▸ Aim of the task
The entries below need to be transcribed exactly, without their images.

###

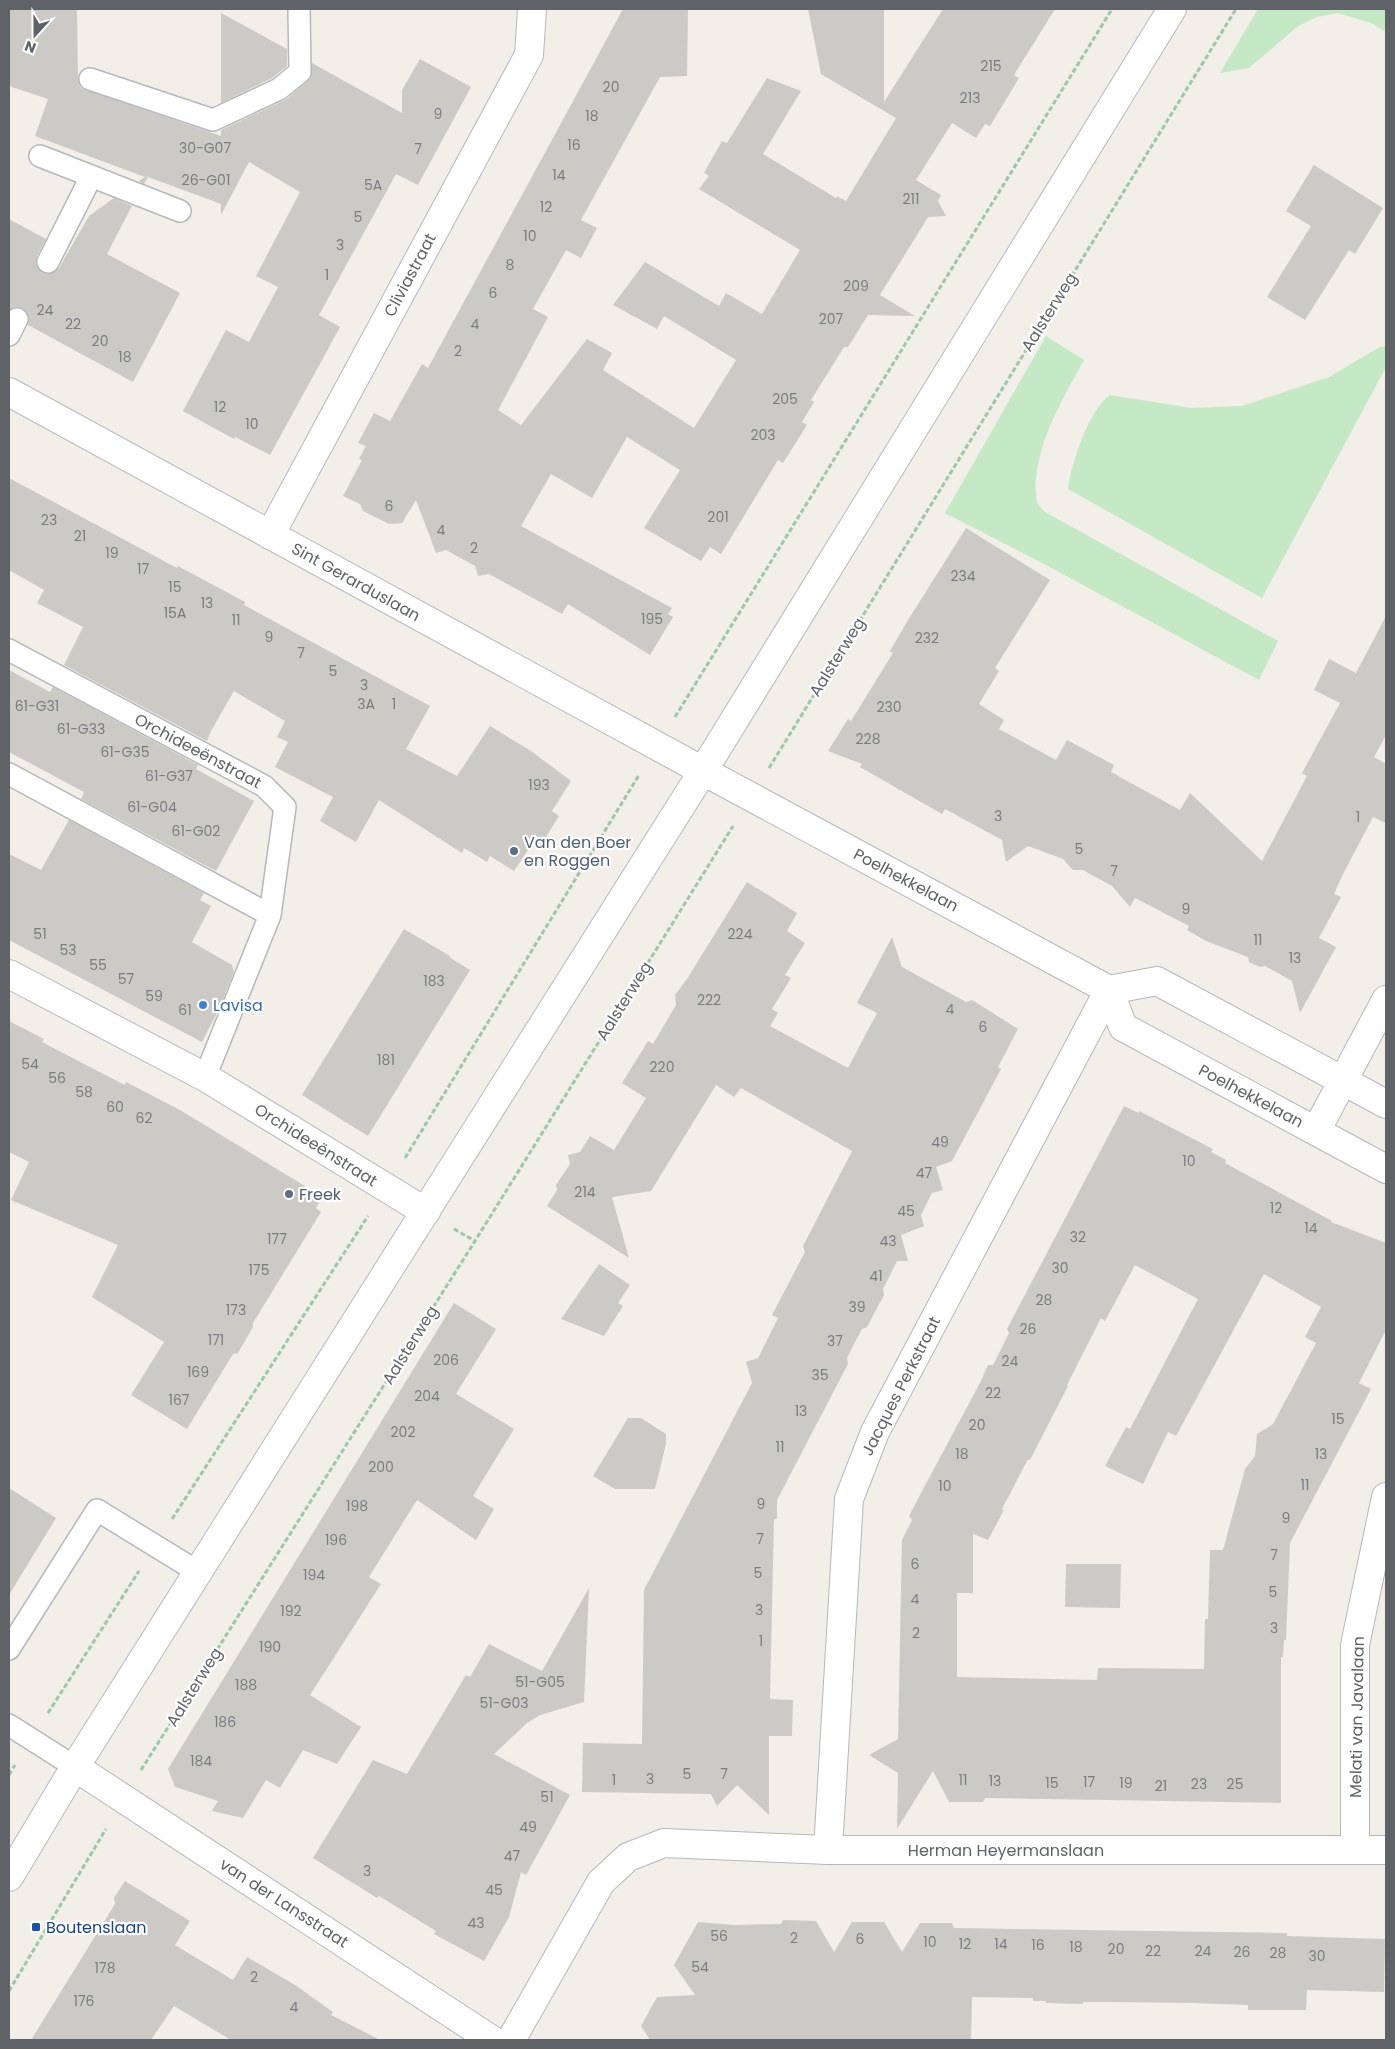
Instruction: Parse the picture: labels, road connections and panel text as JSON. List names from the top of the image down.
{
  "streets": {
    "street": [
      "Cliviastraat",
      "Sint Gerarduslaan",
      "Orchideeënstraat",
      "Poelhekkelaan",
      "Jacques Perkstraat",
      "Melati van Javalaan",
      "Herman Heyermanslaan",
      "van der Lansstraat"
    ],
    "path": ["Aalsterweg"]
  },
  "crossings": [
    ["Cliviastraat", "Sint Gerarduslaan"],
    ["Aalsterweg", "Poelhekkelaan"],
    ["Aalsterweg", "van der Lansstraat"],
    ["Sint Gerarduslaan", "Poelhekkelaan"],
    ["Poelhekkelaan", "Jacques Perkstraat"],
    ["Jacques Perkstraat", "Herman Heyermanslaan"],
    ["Melati van Javalaan", "Herman Heyermanslaan"]
  ],
  "places": {
    "other": ["Van den Boer en Roggen", "Lavisa", "Freek"],
    "transit": ["Boutenslaan"]
  },
  "house_numbers": [
    "215",
    "20",
    "213",
    "9",
    "18",
    "16",
    "30-G07",
    "7",
    "14",
    "26-G01",
    "5A",
    "211",
    "12",
    "5",
    "10",
    "3",
    "8",
    "1",
    "209",
    "6",
    "24",
    "207",
    "22",
    "4",
    "20",
    "2",
    "18",
    "205",
    "12",
    "10",
    "203",
    "6",
    "201",
    "23",
    "4",
    "21",
    "2",
    "19",
    "17",
    "234",
    "15",
    "13",
    "15A",
    "195",
    "11",
    "9",
    "232",
    "7",
    "5",
    "3",
    "3A",
    "1",
    "61-G31",
    "230",
    "61-G33",
    "228",
    "61-G35",
    "61-G37",
    "193",
    "61-G04",
    "3",
    "1",
    "61-G02",
    "5",
    "7",
    "9",
    "51",
    "224",
    "11",
    "53",
    "13",
    "55",
    "57",
    "183",
    "59",
    "222",
    "4",
    "61",
    "6",
    "181",
    "54",
    "220",
    "56",
    "58",
    "60",
    "62",
    "49",
    "10",
    "47",
    "214",
    "12",
    "45",
    "14",
    "32",
    "177",
    "43",
    "30",
    "175",
    "41",
    "28",
    "39",
    "173",
    "26",
    "171",
    "37",
    "206",
    "24",
    "169",
    "35",
    "22",
    "204",
    "167",
    "13",
    "15",
    "20",
    "202",
    "11",
    "18",
    "13",
    "200",
    "11",
    "10",
    "9",
    "198",
    "9",
    "7",
    "196",
    "7",
    "6",
    "5",
    "194",
    "5",
    "4",
    "3",
    "192",
    "3",
    "2",
    "1",
    "190",
    "51-G05",
    "188",
    "51-G03",
    "186",
    "184",
    "5",
    "7",
    "3",
    "1",
    "11",
    "13",
    "17",
    "15",
    "19",
    "23",
    "25",
    "21",
    "51",
    "49",
    "47",
    "3",
    "45",
    "43",
    "56",
    "2",
    "6",
    "10",
    "12",
    "14",
    "16",
    "18",
    "20",
    "22",
    "24",
    "26",
    "28",
    "30",
    "54",
    "178",
    "2",
    "176",
    "4"
  ],
  "north": "bottom"
}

###

▸ Completed exercise
Instruction: Parse the picture: labels, road connections and panel text as JSON. List names from the top of the image down.
{
  "streets": {
    "street": [
      "Cliviastraat",
      "Sint Gerarduslaan",
      "Orchideeënstraat",
      "Poelhekkelaan",
      "Jacques Perkstraat",
      "Melati van Javalaan",
      "Herman Heyermanslaan",
      "van der Lansstraat"
    ],
    "path": ["Aalsterweg"]
  },
  "crossings": [
    ["Cliviastraat", "Sint Gerarduslaan"],
    ["Aalsterweg", "Poelhekkelaan"],
    ["Aalsterweg", "van der Lansstraat"],
    ["Sint Gerarduslaan", "Poelhekkelaan"],
    ["Poelhekkelaan", "Jacques Perkstraat"],
    ["Jacques Perkstraat", "Herman Heyermanslaan"],
    ["Melati van Javalaan", "Herman Heyermanslaan"]
  ],
  "places": {
    "other": ["Van den Boer en Roggen", "Lavisa", "Freek"],
    "transit": ["Boutenslaan"]
  },
  "house_numbers": [
    "215",
    "20",
    "213",
    "9",
    "18",
    "16",
    "30-G07",
    "7",
    "14",
    "26-G01",
    "5A",
    "211",
    "12",
    "5",
    "10",
    "3",
    "8",
    "1",
    "209",
    "6",
    "24",
    "207",
    "22",
    "4",
    "20",
    "2",
    "18",
    "205",
    "12",
    "10",
    "203",
    "6",
    "201",
    "23",
    "4",
    "21",
    "2",
    "19",
    "17",
    "234",
    "15",
    "13",
    "15A",
    "195",
    "11",
    "9",
    "232",
    "7",
    "5",
    "3",
    "3A",
    "1",
    "61-G31",
    "230",
    "61-G33",
    "228",
    "61-G35",
    "61-G37",
    "193",
    "61-G04",
    "3",
    "1",
    "61-G02",
    "5",
    "7",
    "9",
    "51",
    "224",
    "11",
    "53",
    "13",
    "55",
    "57",
    "183",
    "59",
    "222",
    "4",
    "61",
    "6",
    "181",
    "54",
    "220",
    "56",
    "58",
    "60",
    "62",
    "49",
    "10",
    "47",
    "214",
    "12",
    "45",
    "14",
    "32",
    "177",
    "43",
    "30",
    "175",
    "41",
    "28",
    "39",
    "173",
    "26",
    "171",
    "37",
    "206",
    "24",
    "169",
    "35",
    "22",
    "204",
    "167",
    "13",
    "15",
    "20",
    "202",
    "11",
    "18",
    "13",
    "200",
    "11",
    "10",
    "9",
    "198",
    "9",
    "7",
    "196",
    "7",
    "6",
    "5",
    "194",
    "5",
    "4",
    "3",
    "192",
    "3",
    "2",
    "1",
    "190",
    "51-G05",
    "188",
    "51-G03",
    "186",
    "184",
    "5",
    "7",
    "3",
    "1",
    "11",
    "13",
    "17",
    "15",
    "19",
    "23",
    "25",
    "21",
    "51",
    "49",
    "47",
    "3",
    "45",
    "43",
    "56",
    "2",
    "6",
    "10",
    "12",
    "14",
    "16",
    "18",
    "20",
    "22",
    "24",
    "26",
    "28",
    "30",
    "54",
    "178",
    "2",
    "176",
    "4"
  ],
  "north": "bottom"
}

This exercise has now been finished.